PROBLEM TO WORK ON: Your answer should contain each record from the listing, repeated exactly.

DATA EXTRACTS:
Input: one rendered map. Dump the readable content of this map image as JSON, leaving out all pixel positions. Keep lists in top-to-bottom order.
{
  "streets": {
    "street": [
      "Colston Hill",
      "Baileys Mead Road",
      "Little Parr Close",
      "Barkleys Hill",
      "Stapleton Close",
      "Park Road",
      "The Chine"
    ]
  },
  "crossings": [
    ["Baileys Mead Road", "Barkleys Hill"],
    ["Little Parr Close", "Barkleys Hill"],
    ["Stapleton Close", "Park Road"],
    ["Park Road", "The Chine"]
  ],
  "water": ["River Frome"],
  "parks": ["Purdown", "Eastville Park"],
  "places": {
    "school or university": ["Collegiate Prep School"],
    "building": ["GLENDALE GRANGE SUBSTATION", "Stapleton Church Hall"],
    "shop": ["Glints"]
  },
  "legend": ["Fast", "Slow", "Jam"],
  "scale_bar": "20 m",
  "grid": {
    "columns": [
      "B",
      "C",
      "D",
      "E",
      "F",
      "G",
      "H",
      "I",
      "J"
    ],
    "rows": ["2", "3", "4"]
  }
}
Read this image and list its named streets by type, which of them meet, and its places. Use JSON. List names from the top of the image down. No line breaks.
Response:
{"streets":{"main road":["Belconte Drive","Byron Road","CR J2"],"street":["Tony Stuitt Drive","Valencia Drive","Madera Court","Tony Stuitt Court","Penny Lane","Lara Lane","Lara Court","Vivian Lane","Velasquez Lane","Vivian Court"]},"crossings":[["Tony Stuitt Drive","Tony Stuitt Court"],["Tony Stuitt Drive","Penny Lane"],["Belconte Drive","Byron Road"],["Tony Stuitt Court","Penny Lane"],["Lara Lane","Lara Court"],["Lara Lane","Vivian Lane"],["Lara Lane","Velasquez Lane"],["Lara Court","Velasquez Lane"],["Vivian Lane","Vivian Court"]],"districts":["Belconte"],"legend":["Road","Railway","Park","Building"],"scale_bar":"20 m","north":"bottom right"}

SOLVED PROBLEM:
Input: one rendered map. Dump the readable content of this map image as JSON, leaving out all pixel positions. Keep lists in top-to-bottom order.
{
  "streets": {
    "street": [
      "Colston Hill",
      "Baileys Mead Road",
      "Little Parr Close",
      "Barkleys Hill",
      "Stapleton Close",
      "Park Road",
      "The Chine"
    ]
  },
  "crossings": [
    ["Baileys Mead Road", "Barkleys Hill"],
    ["Little Parr Close", "Barkleys Hill"],
    ["Stapleton Close", "Park Road"],
    ["Park Road", "The Chine"]
  ],
  "water": ["River Frome"],
  "parks": ["Purdown", "Eastville Park"],
  "places": {
    "school or university": ["Collegiate Prep School"],
    "building": ["GLENDALE GRANGE SUBSTATION", "Stapleton Church Hall"],
    "shop": ["Glints"]
  },
  "legend": ["Fast", "Slow", "Jam"],
  "scale_bar": "20 m",
  "grid": {
    "columns": [
      "B",
      "C",
      "D",
      "E",
      "F",
      "G",
      "H",
      "I",
      "J"
    ],
    "rows": ["2", "3", "4"]
  }
}
Read this image and list its named streets by type, which of them meet, and its places. Use JSON. List names from the top of the image down. No line breaks.
Response:
{"streets":{"main road":["Belconte Drive","Byron Road","CR J2"],"street":["Tony Stuitt Drive","Valencia Drive","Madera Court","Tony Stuitt Court","Penny Lane","Lara Lane","Lara Court","Vivian Lane","Velasquez Lane","Vivian Court"]},"crossings":[["Tony Stuitt Drive","Tony Stuitt Court"],["Tony Stuitt Drive","Penny Lane"],["Belconte Drive","Byron Road"],["Tony Stuitt Court","Penny Lane"],["Lara Lane","Lara Court"],["Lara Lane","Vivian Lane"],["Lara Lane","Velasquez Lane"],["Lara Court","Velasquez Lane"],["Vivian Lane","Vivian Court"]],"districts":["Belconte"],"legend":["Road","Railway","Park","Building"],"scale_bar":"20 m","north":"bottom right"}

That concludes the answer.